Lawyers protesting at the arrest of terror suspect Abu Bakar Bashir have won support from several members of Indonesia's parliament.
The lawyers, accompanied by representatives from the Indonesian Muhjahedeen Council which Bashir heads and the Surakarta Muslim Youth Front, met members of a parliamentary commission.
"We told the MPs that we consider the arrest and detention of ustadz [teacher] Abu Bakar Bashir as being unwarranted and conducted in violation of police procedures," said lawyer Mahendradatta.
Police say Bashir, 65, led the Al Qaeda-linked Jemaah Islamiyah (JI) and will be charged with involvement in its terror attacks between 1999-2002, including the Bali nightclub bombings which killed 202 people.
His arrest early Friday outside Jakarta's Salemba prison sparked off violent clashes with supporters in which about 100 police and protesters were hurt.
After the hearing, commission deputy chairman Hamdan Zoelva told reporters that he and several other commission members had agreed to sign a letter guaranteeing that Bashir would not flee and demanding his release.

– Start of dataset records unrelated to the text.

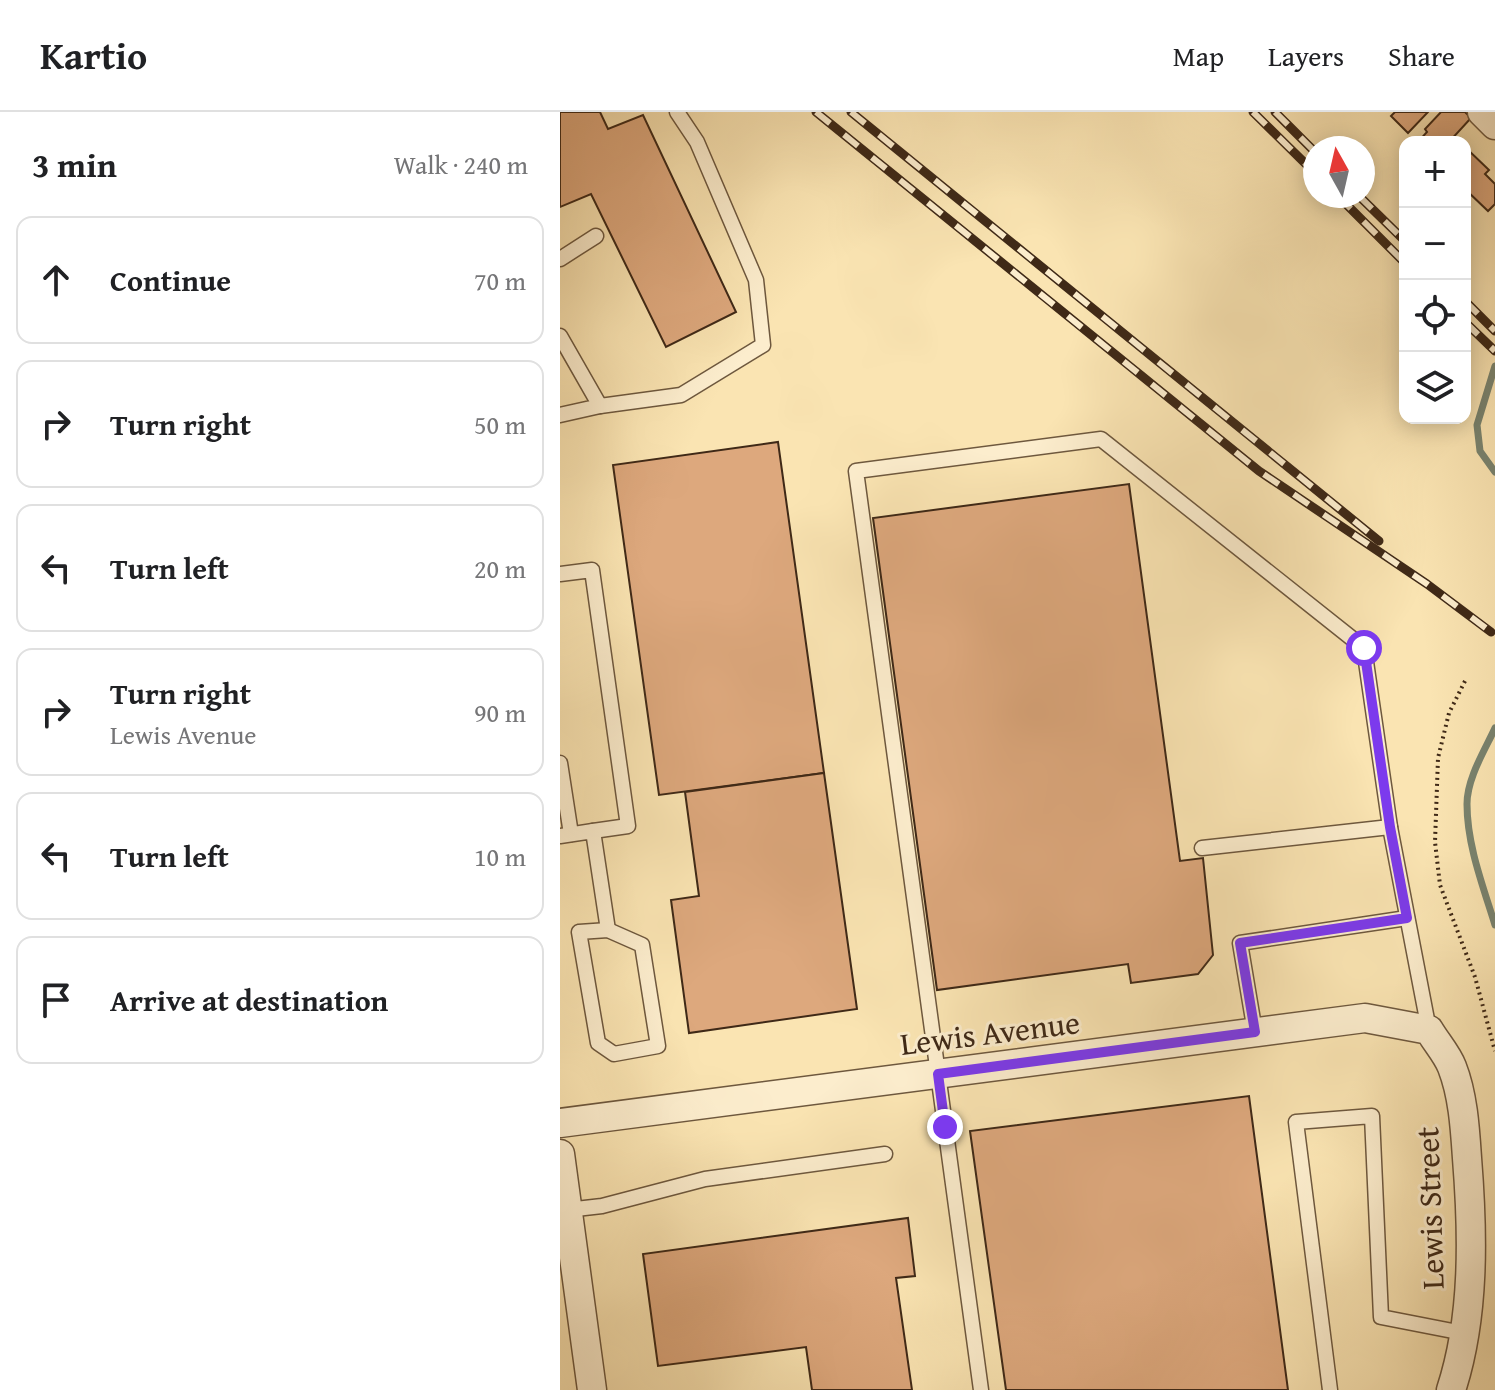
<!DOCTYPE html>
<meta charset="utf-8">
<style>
body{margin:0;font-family:"Gentium Book Plus",serif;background:#f2f2f2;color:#202124}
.controls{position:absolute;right:24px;top:24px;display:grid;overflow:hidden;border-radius:16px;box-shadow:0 4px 20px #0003}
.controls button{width:72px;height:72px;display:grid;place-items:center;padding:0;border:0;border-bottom:2px solid #e0e0e0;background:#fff;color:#202124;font:40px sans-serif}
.compass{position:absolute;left:743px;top:24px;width:72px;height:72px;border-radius:50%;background:#fff;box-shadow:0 4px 20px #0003;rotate:352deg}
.stop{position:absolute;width:24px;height:24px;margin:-18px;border:6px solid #7c3aed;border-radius:50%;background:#fff}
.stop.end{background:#7c3aed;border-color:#fff;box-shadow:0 2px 8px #0008}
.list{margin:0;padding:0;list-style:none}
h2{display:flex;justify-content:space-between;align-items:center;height:104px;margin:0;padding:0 32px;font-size:34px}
h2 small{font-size:26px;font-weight:400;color:#757577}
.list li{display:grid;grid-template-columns:52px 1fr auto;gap:24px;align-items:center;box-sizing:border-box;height:128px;margin:0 16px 16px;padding:0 16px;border:2px solid #e0e0e0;border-radius:16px}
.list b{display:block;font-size:30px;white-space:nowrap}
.list p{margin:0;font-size:26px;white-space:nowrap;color:#757577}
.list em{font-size:26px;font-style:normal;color:#757577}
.icon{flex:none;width:44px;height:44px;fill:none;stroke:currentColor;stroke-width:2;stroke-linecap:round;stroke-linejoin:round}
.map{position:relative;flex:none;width:935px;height:1278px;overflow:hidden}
header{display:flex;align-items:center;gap:48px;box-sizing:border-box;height:112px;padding:0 40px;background:#fff;border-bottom:2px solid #e0e0e0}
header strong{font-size:38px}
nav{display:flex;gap:44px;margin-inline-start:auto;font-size:28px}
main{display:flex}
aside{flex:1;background:#fff}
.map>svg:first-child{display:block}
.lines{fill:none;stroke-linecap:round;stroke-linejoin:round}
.stream{stroke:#79836f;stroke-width:7}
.building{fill:#dda87d;stroke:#3f2917;stroke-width:2}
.lane-casing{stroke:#6e583e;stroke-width:17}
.street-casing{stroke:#6e583e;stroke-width:31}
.path{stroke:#3f2917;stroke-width:4;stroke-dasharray:2 4;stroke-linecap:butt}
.lane{stroke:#fcedcd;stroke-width:14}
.street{stroke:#fcedcd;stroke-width:28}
.rail-casing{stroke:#3f2917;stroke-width:9}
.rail{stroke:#fcedcd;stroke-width:6;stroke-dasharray:18;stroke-linecap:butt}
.route{stroke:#7c3aed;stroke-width:10}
.labels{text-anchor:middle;stroke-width:6;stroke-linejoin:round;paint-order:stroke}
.street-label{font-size:32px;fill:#3f2917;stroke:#fcedcd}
</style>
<header>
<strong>Kartio</strong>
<nav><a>Map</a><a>Layers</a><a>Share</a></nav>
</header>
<main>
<aside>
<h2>3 min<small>Walk · 240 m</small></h2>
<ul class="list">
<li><svg class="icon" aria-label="ahead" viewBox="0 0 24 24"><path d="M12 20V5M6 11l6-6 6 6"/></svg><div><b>Continue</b></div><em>70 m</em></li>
<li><svg class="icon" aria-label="right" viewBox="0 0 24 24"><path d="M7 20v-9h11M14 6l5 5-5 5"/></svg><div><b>Turn right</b></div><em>50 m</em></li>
<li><svg class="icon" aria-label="left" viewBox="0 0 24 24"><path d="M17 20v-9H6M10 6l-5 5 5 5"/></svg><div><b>Turn left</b></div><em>20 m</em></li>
<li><svg class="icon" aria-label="right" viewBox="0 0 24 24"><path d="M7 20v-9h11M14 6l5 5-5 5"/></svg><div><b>Turn right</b><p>Lewis Avenue</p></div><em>90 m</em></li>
<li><svg class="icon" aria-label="left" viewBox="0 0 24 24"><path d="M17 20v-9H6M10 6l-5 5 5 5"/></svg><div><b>Turn left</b></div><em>10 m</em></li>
<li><svg class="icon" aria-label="arrive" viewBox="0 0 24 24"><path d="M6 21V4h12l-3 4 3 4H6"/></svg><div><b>Arrive at destination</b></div></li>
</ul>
</aside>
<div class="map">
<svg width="935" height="1278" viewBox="0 0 935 1278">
<rect width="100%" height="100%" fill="#fae4b2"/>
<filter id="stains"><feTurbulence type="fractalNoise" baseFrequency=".0025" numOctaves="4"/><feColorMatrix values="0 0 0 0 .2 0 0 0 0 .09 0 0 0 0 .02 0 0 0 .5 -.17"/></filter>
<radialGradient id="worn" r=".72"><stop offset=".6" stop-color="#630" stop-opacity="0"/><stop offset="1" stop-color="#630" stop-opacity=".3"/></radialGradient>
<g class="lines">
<!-- stream -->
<g class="stream">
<polyline points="935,254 917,313 920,339 935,360"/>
<path d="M935,616C925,638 907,666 907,692C907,733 923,774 935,813"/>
</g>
</g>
<!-- building -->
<g class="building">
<polygon points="0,0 40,0 48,17 83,3 176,200 106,235 31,82 0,95"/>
<polygon points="835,0 868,0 848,21 831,4"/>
<polygon points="881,0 905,0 911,6 889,30 858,30 867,20 865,17"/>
<polygon points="905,35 929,58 925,62 935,72 935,92 928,99 905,77"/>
<polygon points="218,330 264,661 99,683 53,353"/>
<polygon points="569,372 620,749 643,746 653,843 638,862 571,871 568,852 377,878 313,406"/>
<polygon points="264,661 297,897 129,921 111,788 139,784 125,680"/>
<polygon points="689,984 728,1278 446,1278 410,1019"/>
<polygon points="348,1106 355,1164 336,1166 352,1278 252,1278 246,1235 98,1254 83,1142"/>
</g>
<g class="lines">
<defs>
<g id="lane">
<polyline points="0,147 36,124"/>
<polyline points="0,224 40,294 0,303"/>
<polyline points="40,294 121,283 203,233 196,168 137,30 117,0"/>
<polyline points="0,462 32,458 68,714 33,719"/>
<polyline points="0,651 11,722"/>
<polyline points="0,724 33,719 48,818"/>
<polyline points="642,736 830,715"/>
<polygon points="48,818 82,833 98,934 54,942 38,931 19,820"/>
<polyline points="695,920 680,831 847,806"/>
<polyline points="7,1098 42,1094 145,1067 325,1042"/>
<polyline points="421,1278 296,359 541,327 804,536 830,715 869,918"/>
<polyline points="770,1278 736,1010 812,1004 821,1205 903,1221"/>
</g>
<g id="street">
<polyline points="922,0 935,13"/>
<path d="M0,1011L805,906L869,918C876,930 887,942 892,955C903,983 905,1016 907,1046C913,1121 915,1205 891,1278"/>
<polyline points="0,1042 32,1278"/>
</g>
</defs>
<!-- lane casing -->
<use href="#lane" class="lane-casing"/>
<!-- street casing -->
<use href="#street" class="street-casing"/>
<!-- path -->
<polyline class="path" points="905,569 889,601 878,646 875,730 880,773 915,865 935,939"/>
<!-- lane -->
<use href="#lane" class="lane"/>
<!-- street -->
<use href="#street" class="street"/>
<defs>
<g id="rail">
<polyline points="256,0 699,359 867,472 931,520"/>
<polyline points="291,0 819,429"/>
<polyline points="693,0 755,61"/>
<polyline points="715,0 755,40"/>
<polyline points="778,84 845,151"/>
<polyline points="799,84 845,129"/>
<polyline points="905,189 935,219"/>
<polyline points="905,210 935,239"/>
</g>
</defs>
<!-- rail casing -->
<use href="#rail" class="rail-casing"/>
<!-- rail -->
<use href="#rail" class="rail"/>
</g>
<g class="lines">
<!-- route -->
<polyline class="route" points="385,1015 378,962 695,920 680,831 847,806 830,715 804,536"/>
</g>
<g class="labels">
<!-- street labels -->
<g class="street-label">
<text transform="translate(430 921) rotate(-7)" y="11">Lewis Avenue</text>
<text transform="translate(870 1096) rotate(-92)" y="11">Lewis Street</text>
</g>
</g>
<rect width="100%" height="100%" filter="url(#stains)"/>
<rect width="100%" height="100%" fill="url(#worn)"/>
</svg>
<div class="controls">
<button>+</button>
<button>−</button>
<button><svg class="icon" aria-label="locate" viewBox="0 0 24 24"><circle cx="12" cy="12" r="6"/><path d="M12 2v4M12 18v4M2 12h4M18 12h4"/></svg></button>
<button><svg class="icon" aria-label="layers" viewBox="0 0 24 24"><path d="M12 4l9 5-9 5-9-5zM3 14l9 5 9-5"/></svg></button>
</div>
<svg class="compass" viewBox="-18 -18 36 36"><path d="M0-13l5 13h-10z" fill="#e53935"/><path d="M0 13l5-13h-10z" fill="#757577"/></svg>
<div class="stop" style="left:804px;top:536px"></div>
<div class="stop end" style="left:385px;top:1015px"></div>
</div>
</main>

"It is impossible for the ustadz who is already so old, to flee and destroy evidence so that he can escape the law," said Zoelva, an MP of the Islamic Crescent and Star Party.
During the hearing the delegation showed a video recording of the arrest and of the preceding clashes. They later went to the National Commission on Human Rights to press their case.
Bashir's lawyers, along with hardline and some mainstream Muslim groups, see Bashir's arrest as a result of US pressure. "We are protesting because this is purely a US intervention," Mahendradatta said.
Bashir, who is being held at national police headquarters, was rearrested just moments after completing a prison sentence for immigration violations.
A court last September jailed him for four years for involvement in a JI plot to overthrow the government but said there was no proof he led the network.
An appeal court overturned the treason conviction but ruled that Bashir must serve three years for immigration-related offences. The Supreme Court halved that sentence.
Police say they have new evidence that Bashir was JI's leader while his lawyers have described it as "nonsense".